### [Exercise aim]
Search the listing for "stream" and copy every line where it appears.
Start of Material supplied
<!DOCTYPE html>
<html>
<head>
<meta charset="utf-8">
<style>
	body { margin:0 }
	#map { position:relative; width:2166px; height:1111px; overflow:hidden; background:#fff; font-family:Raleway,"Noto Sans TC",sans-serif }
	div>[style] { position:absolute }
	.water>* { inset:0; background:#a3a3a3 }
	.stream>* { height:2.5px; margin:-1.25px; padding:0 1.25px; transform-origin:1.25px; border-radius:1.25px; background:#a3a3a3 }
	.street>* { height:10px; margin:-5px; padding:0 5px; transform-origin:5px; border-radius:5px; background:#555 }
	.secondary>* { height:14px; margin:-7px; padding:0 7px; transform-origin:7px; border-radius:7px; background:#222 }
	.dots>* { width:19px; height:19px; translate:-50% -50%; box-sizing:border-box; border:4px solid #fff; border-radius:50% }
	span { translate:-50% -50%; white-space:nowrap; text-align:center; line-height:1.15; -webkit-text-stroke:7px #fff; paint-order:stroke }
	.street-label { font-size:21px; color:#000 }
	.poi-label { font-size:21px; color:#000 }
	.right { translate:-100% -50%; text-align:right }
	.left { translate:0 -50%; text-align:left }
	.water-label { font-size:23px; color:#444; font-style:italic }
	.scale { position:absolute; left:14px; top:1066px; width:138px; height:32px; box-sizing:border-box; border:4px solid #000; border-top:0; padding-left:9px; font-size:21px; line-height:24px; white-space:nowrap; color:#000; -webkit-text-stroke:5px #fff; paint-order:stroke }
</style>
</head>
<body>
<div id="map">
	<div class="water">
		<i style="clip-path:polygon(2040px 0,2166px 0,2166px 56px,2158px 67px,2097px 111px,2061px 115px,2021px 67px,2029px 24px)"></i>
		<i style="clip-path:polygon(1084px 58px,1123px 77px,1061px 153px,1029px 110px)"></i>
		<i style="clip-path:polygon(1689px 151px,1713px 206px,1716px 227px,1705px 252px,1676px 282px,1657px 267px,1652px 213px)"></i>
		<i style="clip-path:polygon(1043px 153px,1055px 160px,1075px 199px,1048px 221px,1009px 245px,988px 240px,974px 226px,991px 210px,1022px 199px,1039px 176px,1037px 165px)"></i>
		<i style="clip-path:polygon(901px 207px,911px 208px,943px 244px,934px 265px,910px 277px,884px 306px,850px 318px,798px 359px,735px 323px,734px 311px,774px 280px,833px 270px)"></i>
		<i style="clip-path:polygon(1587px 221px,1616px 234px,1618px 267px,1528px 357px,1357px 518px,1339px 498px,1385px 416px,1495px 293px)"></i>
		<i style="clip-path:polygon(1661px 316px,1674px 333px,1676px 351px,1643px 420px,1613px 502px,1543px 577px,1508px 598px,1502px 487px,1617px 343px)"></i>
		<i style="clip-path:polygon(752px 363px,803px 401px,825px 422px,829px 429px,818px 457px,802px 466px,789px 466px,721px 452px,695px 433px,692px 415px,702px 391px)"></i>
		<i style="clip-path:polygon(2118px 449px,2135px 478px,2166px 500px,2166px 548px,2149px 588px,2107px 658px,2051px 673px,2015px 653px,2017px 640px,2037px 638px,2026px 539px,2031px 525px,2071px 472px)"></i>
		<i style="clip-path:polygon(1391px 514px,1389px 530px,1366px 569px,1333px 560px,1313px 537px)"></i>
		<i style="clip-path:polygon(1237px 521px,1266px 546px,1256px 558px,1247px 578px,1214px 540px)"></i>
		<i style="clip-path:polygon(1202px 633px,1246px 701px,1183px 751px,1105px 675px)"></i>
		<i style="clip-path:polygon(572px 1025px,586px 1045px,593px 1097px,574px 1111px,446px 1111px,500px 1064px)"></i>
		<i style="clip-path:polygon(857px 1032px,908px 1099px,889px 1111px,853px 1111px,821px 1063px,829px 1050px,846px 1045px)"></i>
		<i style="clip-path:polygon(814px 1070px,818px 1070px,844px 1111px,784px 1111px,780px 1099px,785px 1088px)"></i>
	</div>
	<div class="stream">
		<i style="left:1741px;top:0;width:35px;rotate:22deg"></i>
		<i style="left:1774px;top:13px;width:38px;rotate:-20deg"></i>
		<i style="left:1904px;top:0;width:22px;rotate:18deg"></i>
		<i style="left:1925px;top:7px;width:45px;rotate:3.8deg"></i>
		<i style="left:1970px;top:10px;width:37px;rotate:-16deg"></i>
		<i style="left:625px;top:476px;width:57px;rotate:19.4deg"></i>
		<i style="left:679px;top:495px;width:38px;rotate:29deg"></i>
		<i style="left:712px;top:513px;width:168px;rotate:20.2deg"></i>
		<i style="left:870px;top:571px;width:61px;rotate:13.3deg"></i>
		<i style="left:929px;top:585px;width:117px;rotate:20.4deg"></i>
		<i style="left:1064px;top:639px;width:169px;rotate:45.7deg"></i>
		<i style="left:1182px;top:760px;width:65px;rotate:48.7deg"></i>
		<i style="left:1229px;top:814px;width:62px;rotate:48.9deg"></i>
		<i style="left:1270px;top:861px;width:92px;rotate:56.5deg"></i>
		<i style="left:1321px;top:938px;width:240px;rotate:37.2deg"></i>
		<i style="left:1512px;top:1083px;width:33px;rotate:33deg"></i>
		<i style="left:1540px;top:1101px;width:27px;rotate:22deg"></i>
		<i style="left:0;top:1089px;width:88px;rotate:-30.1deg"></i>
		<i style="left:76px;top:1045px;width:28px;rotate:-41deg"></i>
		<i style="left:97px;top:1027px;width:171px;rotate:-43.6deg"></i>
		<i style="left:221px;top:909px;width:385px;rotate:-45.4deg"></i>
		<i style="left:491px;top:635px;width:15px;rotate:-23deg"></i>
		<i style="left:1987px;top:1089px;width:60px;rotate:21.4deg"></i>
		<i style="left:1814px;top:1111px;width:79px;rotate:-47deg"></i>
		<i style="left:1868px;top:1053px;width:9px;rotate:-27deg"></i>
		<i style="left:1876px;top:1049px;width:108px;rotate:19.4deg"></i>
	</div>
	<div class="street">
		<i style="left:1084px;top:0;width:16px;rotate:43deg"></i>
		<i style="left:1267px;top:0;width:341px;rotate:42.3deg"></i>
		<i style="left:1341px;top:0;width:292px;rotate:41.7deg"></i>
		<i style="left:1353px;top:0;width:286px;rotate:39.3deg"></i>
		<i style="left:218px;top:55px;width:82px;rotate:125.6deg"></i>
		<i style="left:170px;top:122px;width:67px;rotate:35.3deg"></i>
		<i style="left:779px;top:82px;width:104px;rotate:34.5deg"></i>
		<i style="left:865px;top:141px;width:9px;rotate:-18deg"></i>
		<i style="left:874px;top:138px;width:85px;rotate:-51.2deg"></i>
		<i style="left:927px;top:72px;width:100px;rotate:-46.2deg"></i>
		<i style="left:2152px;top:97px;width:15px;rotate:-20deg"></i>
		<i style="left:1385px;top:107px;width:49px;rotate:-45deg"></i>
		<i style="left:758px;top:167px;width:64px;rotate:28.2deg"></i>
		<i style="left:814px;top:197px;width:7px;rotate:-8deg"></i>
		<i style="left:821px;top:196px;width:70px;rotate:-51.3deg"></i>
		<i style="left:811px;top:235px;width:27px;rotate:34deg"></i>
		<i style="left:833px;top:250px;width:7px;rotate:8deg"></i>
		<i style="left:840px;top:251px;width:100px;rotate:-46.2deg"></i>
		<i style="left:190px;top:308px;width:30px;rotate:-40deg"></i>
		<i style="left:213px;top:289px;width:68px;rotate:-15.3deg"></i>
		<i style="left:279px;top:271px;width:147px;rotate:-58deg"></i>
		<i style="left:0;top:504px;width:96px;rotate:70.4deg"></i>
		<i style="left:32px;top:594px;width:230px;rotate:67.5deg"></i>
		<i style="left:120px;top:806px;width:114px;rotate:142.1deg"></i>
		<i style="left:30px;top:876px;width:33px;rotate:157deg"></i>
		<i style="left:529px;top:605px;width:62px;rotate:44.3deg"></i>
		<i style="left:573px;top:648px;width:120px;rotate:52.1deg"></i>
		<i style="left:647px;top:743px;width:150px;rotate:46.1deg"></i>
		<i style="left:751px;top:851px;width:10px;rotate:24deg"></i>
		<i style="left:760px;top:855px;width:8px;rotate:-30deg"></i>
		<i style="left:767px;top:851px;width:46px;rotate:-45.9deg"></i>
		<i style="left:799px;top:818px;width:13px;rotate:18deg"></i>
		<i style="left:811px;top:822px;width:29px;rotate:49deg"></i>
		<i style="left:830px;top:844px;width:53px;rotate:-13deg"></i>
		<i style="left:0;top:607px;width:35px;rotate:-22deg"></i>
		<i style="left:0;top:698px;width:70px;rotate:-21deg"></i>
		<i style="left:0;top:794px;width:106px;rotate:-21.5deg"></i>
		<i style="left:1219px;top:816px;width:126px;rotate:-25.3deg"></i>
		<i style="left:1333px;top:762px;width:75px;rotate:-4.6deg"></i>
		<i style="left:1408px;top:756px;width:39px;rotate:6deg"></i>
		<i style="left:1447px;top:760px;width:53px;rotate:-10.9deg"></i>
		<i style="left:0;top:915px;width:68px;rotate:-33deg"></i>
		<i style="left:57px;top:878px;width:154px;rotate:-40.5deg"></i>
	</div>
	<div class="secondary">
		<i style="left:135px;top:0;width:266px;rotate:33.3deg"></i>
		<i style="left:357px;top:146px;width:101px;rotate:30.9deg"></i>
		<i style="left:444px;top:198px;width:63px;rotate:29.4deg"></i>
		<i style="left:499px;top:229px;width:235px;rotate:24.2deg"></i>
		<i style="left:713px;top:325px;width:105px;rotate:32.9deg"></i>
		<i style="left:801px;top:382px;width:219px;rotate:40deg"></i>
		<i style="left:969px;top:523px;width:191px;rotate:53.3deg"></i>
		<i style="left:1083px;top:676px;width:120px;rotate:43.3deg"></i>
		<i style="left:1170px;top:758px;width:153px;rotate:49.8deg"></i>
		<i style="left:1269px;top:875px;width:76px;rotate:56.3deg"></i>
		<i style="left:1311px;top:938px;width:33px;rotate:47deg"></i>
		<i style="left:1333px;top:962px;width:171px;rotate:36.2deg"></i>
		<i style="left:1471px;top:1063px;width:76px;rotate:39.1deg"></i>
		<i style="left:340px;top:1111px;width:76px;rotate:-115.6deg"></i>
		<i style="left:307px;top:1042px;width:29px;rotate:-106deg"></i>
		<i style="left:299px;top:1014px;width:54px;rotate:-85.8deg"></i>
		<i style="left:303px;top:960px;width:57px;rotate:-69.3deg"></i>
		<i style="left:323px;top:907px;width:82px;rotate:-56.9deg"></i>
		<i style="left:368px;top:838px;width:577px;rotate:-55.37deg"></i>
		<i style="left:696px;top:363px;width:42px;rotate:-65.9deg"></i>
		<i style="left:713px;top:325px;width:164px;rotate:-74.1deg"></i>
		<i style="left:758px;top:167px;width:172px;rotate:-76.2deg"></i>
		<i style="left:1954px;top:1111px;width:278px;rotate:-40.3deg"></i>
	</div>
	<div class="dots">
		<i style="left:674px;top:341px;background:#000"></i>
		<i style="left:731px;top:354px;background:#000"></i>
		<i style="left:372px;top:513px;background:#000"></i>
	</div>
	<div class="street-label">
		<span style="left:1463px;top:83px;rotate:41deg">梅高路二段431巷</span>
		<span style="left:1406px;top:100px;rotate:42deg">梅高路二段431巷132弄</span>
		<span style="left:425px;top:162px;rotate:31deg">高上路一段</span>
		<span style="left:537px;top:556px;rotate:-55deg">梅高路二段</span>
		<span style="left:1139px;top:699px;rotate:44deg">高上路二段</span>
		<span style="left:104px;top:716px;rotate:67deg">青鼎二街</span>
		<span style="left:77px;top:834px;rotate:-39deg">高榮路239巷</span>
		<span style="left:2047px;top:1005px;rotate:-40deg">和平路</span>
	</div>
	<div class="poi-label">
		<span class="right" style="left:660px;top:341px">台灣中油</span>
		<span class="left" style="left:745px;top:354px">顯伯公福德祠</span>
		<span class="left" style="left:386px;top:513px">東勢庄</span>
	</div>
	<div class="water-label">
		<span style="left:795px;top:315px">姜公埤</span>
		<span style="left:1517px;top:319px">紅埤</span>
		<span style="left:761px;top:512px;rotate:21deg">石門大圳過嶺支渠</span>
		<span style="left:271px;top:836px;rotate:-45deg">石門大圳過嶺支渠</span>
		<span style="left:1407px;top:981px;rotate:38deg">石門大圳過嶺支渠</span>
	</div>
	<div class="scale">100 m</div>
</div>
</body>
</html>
End of Material supplied
### [Problem solution]
	.stream>* { height:2.5px; margin:-1.25px; padding:0 1.25px; transform-origin:1.25px; border-radius:1.25px; background:#a3a3a3 }
	<div class="stream">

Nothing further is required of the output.